Sometimes I look at Boris Johnson and wonder, did we really have the same education? Did we really study the same classics course at the same Oxford college, learning from precisely the same teachers? It’s true that I did not attend Eton—perhaps this is where my advantage lies—but, rather, an obscure and ordinary grammar-turned-independent in north Staffordshire. But still, why can’t he see it? Why won’t he see what’s staring him in the face, straight out of Euripides and Sophocles?

As news of Dominic Cummings’s trips to Durham and Barnard Castle set off a nationwide bout of bewilderment in May, playwright Zinnie Harris remarked on Twitter that she felt as if we were watching a Greek tragedy play out. She was absolutely right. Harris, who knows her way pretty well around Greek drama—her recent trilogy, The Restless House, is a reworking of Aeschylus’s Oresteia—had spotted that Johnson was behaving uncannily like a stubborn, intransigent king in a Greek tragedy, crashing blindly up against justice, convinced that he is right and all others are wrong. Exhibit A of this literary type is Creon, King of Thebes, who forbids his niece Antigone from burying her brother Polynices. Exhibit B is Pentheus, another Theban king, who simply will not believe that the young man who has turned up in the city is an emissary (or more?) of the god Dionysus.

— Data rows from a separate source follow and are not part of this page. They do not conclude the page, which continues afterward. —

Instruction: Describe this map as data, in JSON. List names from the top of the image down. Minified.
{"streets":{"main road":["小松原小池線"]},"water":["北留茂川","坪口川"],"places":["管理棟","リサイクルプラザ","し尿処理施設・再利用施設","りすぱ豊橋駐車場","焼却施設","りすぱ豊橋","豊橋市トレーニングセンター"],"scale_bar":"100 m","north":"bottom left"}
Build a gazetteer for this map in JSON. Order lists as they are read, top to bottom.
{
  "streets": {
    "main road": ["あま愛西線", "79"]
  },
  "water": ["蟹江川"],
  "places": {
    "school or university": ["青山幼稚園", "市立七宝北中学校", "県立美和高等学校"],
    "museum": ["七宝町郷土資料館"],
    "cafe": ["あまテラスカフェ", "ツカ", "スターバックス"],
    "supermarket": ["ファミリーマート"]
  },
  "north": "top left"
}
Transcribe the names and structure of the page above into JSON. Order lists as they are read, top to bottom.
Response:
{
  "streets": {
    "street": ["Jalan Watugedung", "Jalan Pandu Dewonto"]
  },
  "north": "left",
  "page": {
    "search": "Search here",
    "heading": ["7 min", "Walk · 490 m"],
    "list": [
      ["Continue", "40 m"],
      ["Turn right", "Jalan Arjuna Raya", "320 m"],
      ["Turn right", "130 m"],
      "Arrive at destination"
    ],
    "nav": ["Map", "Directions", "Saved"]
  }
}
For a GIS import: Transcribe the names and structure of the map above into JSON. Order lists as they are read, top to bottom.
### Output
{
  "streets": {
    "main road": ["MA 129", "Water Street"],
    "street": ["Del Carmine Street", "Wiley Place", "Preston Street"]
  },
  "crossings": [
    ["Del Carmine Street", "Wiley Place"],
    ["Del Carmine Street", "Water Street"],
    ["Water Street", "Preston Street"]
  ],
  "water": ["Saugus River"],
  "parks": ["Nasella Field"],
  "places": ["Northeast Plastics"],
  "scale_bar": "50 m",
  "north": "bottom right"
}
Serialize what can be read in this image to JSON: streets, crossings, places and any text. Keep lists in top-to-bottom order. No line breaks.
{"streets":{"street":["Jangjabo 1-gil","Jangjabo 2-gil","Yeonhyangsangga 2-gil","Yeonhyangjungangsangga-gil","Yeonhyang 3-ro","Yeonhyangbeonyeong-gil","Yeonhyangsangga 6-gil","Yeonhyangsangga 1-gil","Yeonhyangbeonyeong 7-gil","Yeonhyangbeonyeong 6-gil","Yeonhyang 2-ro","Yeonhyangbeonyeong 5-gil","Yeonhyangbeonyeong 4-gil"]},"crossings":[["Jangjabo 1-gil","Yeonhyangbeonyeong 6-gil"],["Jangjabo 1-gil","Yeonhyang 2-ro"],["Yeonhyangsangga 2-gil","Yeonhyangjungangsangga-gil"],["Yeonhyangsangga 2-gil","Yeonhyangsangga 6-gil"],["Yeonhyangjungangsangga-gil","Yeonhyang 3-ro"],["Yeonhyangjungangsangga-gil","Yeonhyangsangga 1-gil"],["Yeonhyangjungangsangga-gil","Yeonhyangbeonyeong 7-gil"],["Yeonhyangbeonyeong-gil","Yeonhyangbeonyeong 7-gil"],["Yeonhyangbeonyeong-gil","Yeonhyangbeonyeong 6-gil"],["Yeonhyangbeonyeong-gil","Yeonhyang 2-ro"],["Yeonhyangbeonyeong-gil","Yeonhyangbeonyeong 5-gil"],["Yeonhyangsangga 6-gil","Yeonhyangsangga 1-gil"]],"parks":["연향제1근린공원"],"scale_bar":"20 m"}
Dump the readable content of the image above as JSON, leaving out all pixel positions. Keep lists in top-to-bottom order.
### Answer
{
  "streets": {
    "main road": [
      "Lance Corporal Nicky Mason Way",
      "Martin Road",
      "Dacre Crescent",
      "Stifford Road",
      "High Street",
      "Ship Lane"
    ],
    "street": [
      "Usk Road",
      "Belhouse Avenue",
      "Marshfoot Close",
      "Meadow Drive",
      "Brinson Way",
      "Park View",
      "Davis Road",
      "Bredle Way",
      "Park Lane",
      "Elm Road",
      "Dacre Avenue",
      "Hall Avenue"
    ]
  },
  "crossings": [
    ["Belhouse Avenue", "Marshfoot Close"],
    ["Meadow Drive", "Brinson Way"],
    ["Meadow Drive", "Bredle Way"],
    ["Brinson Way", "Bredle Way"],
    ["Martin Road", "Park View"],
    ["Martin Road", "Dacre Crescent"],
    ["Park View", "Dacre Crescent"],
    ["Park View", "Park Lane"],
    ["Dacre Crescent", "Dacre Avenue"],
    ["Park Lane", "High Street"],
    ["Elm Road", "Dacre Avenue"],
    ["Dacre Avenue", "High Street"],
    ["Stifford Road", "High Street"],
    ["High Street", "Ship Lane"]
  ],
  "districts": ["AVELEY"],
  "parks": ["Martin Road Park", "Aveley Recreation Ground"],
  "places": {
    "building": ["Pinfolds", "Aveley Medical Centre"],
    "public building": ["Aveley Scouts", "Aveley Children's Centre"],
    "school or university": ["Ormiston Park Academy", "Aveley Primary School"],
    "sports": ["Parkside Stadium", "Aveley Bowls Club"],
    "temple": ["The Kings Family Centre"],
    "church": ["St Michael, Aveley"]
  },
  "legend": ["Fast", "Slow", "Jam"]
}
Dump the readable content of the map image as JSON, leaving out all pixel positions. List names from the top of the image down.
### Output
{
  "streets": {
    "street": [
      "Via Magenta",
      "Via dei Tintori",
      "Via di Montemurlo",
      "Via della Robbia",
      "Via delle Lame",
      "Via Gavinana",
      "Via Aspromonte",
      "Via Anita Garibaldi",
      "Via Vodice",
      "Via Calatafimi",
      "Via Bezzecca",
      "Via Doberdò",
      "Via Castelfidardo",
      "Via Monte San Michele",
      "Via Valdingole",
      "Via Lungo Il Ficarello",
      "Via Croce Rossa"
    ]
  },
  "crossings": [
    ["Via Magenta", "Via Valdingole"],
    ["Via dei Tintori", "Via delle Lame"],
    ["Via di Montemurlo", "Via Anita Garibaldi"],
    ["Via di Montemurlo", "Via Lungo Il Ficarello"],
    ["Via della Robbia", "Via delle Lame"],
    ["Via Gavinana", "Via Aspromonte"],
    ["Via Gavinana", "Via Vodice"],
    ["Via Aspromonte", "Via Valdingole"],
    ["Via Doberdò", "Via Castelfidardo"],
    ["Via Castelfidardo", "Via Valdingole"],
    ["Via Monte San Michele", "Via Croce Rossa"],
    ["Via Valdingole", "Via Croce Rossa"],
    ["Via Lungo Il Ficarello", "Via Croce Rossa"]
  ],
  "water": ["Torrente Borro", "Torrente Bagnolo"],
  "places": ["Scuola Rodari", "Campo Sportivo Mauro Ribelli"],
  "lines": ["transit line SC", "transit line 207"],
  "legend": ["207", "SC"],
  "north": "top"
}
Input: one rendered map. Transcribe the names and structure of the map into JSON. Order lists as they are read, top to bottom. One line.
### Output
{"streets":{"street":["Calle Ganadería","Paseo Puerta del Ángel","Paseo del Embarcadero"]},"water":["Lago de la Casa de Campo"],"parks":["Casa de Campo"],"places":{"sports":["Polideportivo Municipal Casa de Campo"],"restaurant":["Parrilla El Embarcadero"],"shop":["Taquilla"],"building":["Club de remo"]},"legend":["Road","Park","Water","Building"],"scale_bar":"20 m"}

The plays in which these characters appear—Sophocles’s Antigone and Euripides’s Bacchae—are not simplistic right against- wrong clashes; they are subtle and sophisticated literary masterpieces. However, things end very badly for both of these blinkered kings. After walling up Antigone in a cave as punishment for disobeying his edicts and burying Polynices, Creon eventually changes his mind and realises that he’s gone too far; that he needs to retract. But he’s too late. His niece is already dead, and so is his own son; then his wife kills herself in grief, too. Pentheus is gruesomely torn apart limb from limb by a band of ecstatic worshippers of Dionysus, including his own mother.

Johnson, of course, isn’t the only world leader who has seemed, in recent weeks, to be pushing against the claims of justice. Trump has been displaying impressive amounts of tragic hubris, both in his handling of the pandemic and of the Black Lives Matter protests. In 2016, Antigone was in fact staged in Ferguson, Missouri, a few blocks from the police station that became the focus of demonstrations after the shooting of Michael Brown. The production drew parallels between the ancient Theban world of the play and the modern-day struggles of African Americans.

When you’re right in the middle of a drama, you can’t see the shape of it. The story’s architectonics become clear only when the actors have taken their final bows. Johnson will be familiar with the term peripeteia—a word employed by Aristotle to mean a drama’s turning point, its great event of discovery. Maybe the peripeteia of Johnson’s premiership will turn out to have been the moment when, amid the tragic loss of life brought about by the pandemic, he failed to sack his most important adviser for breaking his own government’s lockdown rules, thus squandering the trust and goodwill of the populace. Or maybe not. There may be a few more twists in this Greek drama yet. Such stories don’t always end unhappily—but most of them do.